| Aim of the task |
Every line of the entries below that includes "улица" belongs in the answer, copied as written.

■ ■ ■ ■

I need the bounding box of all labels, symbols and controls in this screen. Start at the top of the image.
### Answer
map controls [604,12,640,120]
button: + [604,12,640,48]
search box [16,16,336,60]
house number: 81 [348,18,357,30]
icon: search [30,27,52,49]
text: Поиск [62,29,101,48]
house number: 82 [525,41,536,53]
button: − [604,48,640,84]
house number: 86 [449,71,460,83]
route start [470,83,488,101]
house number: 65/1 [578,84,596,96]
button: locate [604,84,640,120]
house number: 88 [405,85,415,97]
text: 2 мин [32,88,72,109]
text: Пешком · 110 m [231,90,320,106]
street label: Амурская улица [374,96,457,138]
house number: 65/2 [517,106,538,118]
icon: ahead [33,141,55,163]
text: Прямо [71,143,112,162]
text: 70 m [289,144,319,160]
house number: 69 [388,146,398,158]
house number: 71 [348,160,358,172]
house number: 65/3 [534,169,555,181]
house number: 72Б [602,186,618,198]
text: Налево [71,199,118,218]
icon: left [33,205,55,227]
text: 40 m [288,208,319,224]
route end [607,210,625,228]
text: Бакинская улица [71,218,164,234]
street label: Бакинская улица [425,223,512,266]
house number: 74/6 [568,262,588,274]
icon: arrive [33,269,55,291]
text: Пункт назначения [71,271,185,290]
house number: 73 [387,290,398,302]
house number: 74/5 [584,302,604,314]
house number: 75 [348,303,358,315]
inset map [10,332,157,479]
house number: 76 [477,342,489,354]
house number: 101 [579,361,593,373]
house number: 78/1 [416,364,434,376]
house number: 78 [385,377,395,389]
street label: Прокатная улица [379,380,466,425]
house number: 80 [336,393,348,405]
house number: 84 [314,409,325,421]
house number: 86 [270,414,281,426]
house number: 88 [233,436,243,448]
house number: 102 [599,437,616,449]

■ ■ ■ ■

| Response area |
street label: Амурская улица [374,96,457,138]
text: Бакинская улица [71,218,164,234]
street label: Бакинская улица [425,223,512,266]
street label: Прокатная улица [379,380,466,425]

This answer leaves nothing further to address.